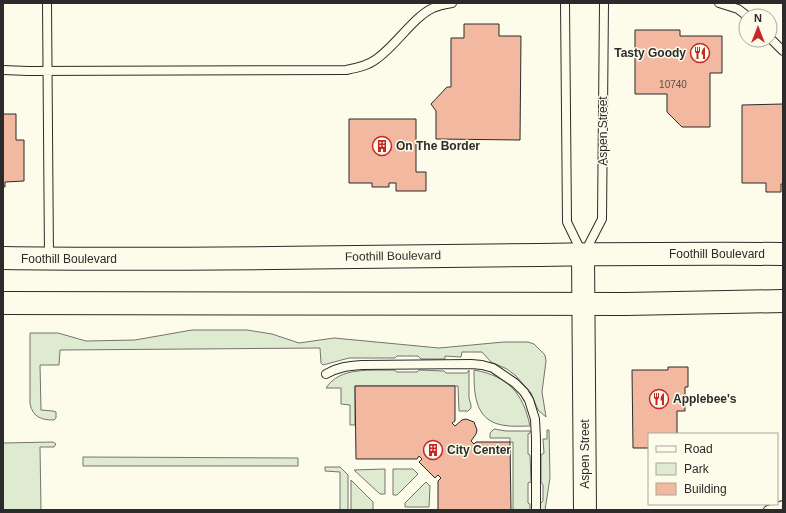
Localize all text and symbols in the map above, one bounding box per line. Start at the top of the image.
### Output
north arrow [738,8,778,48]
text: N [754,12,762,24]
restaurant icon: Tasty Goody [689,42,711,64]
place label: Tasty Goody [614,46,686,60]
house number: 10740 [659,79,687,90]
street label: Aspen Street [596,96,610,166]
building icon: On The Border [371,135,393,157]
place label: On The Border [396,139,480,153]
street label: Foothill Boulevard [669,247,765,261]
street label: Foothill Boulevard [345,248,441,264]
street label: Foothill Boulevard [21,252,117,266]
restaurant icon: Applebee's [648,388,670,410]
place label: Applebee's [673,392,737,406]
street label: Aspen Street [578,419,592,489]
legend [648,433,778,505]
building icon: City Center [422,439,444,461]
text: Road [684,442,713,456]
place label: City Center [447,443,511,457]
text: Park [684,462,710,476]
text: Building [684,482,727,496]

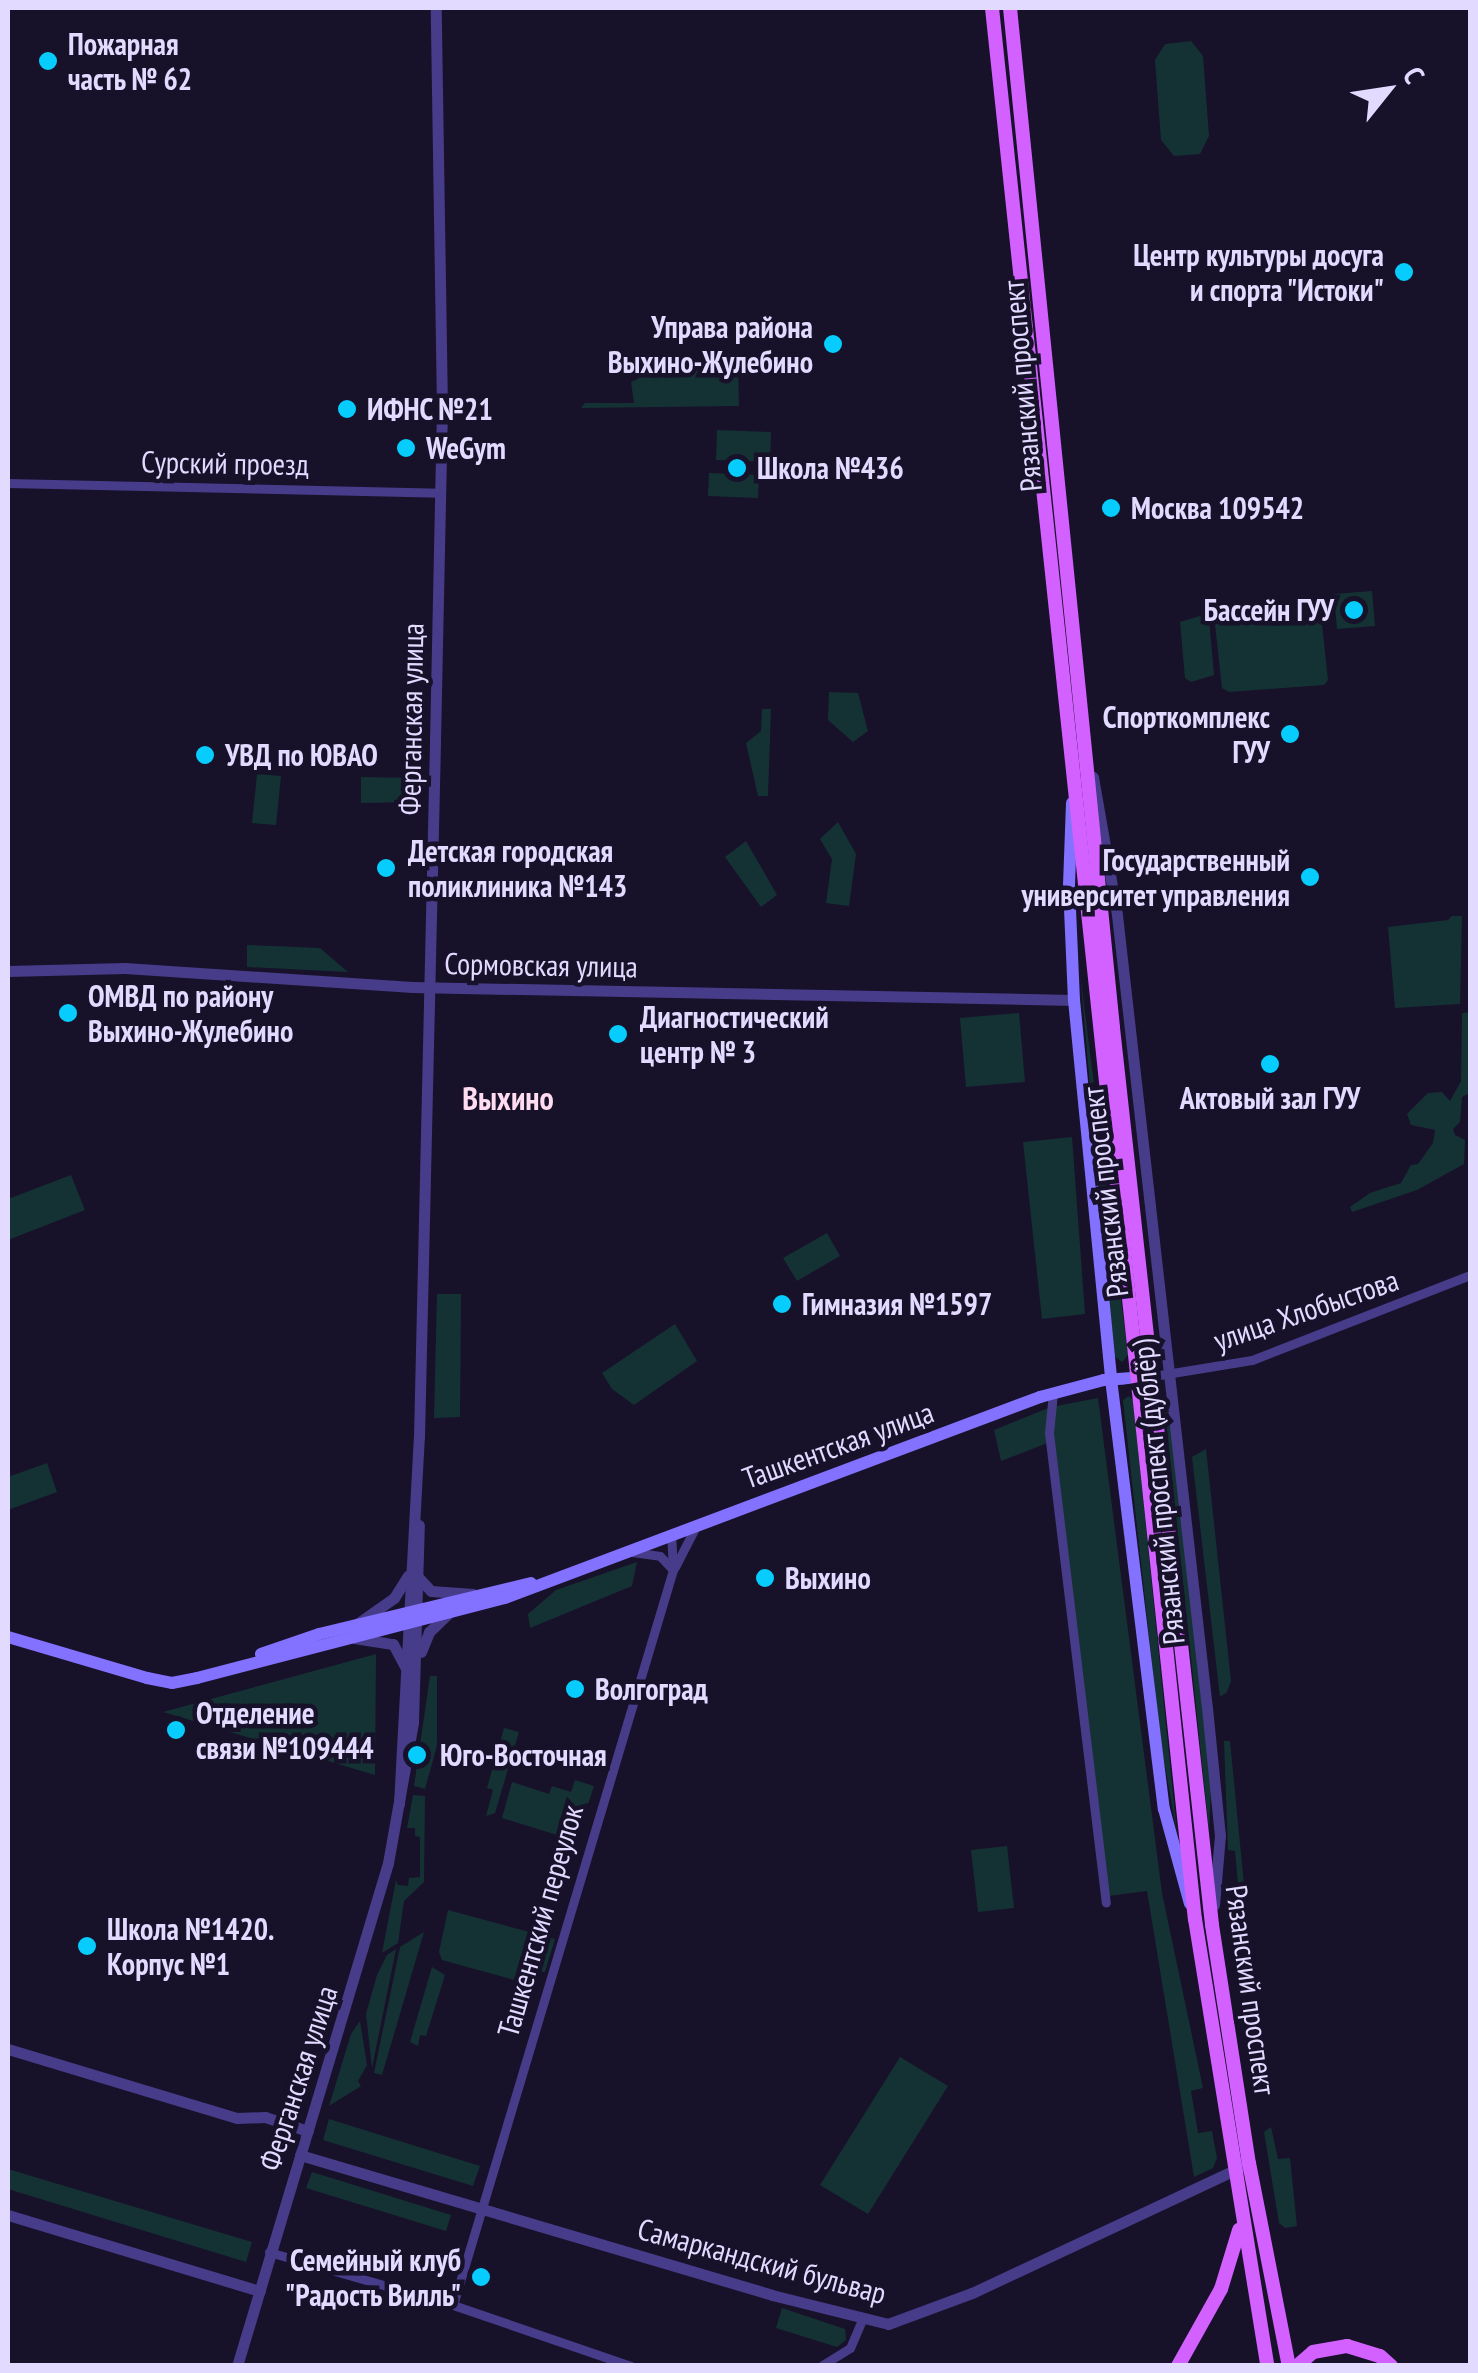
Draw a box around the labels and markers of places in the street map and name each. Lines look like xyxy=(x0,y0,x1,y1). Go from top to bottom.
place label: Пожарная часть № 62 xyxy=(68,26,193,96)
marker: Пожарная часть № 62 xyxy=(37,50,59,72)
place label: Центр культуры досуга и спорта "Истоки" xyxy=(1133,237,1384,308)
marker: Центр культуры досуга и спорта "Истоки" xyxy=(1393,261,1415,283)
place label: Управа района Выхино-Жулебино xyxy=(608,309,813,380)
marker: Управа района Выхино-Жулебино xyxy=(822,333,844,355)
place label: ИФНС №21 xyxy=(367,391,494,427)
marker: ИФНС №21 xyxy=(336,398,358,420)
place label: WeGym xyxy=(426,430,506,466)
marker: WeGym xyxy=(395,437,417,459)
place label: Школа №436 xyxy=(757,450,904,486)
marker: Школа №436 xyxy=(726,457,748,479)
place label: Москва 109542 xyxy=(1131,490,1304,526)
marker: Москва 109542 xyxy=(1100,497,1122,519)
place label: Бассейн ГУУ xyxy=(1204,592,1334,628)
marker: Бассейн ГУУ xyxy=(1343,599,1365,621)
place label: Спорткомплекс ГУУ xyxy=(1103,699,1270,770)
marker: Спорткомплекс ГУУ xyxy=(1279,723,1301,745)
place label: УВД по ЮВАО xyxy=(225,737,378,773)
marker: УВД по ЮВАО xyxy=(194,744,216,766)
place label: Детская городская поликлиника №143 xyxy=(408,833,627,904)
place label: Государственный университет управления xyxy=(1020,842,1290,912)
marker: Детская городская поликлиника №143 xyxy=(373,855,399,881)
marker: Государственный университет управления xyxy=(1299,866,1321,888)
place label: ОМВД по району Выхино-Жулебино xyxy=(88,978,293,1048)
place label: Диагностический центр № 3 xyxy=(640,999,829,1070)
marker: ОМВД по району Выхино-Жулебино xyxy=(57,1002,79,1024)
marker: Диагностический центр № 3 xyxy=(605,1021,631,1047)
marker: Актовый зал ГУУ xyxy=(1259,1053,1281,1075)
place label: Актовый зал ГУУ xyxy=(1180,1080,1360,1116)
place label: Гимназия №1597 xyxy=(802,1286,992,1322)
marker: Гимназия №1597 xyxy=(771,1293,793,1315)
place label: Выхино xyxy=(785,1560,871,1596)
marker: Выхино xyxy=(754,1567,776,1589)
place label: Волгоград xyxy=(595,1671,708,1707)
marker: Волгоград xyxy=(564,1678,586,1700)
place label: Отделение связи №109444 xyxy=(196,1695,374,1766)
marker: Отделение связи №109444 xyxy=(165,1719,187,1741)
place label: Юго-Восточная xyxy=(440,1737,607,1773)
marker: Юго-Восточная xyxy=(404,1742,430,1768)
place label: Школа №1420. Корпус №1 xyxy=(107,1911,274,1982)
marker: Школа №1420. Корпус №1 xyxy=(76,1935,98,1957)
place label: Семейный клуб "Радость Вилль" xyxy=(284,2242,461,2312)
marker: Семейный клуб "Радость Вилль" xyxy=(470,2266,492,2288)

◆ ◆ ◆ ◆ ◆

## What is expected
What is the number of lines above that hold the word "Актовый"? Answer with that number alone.

## Task result
2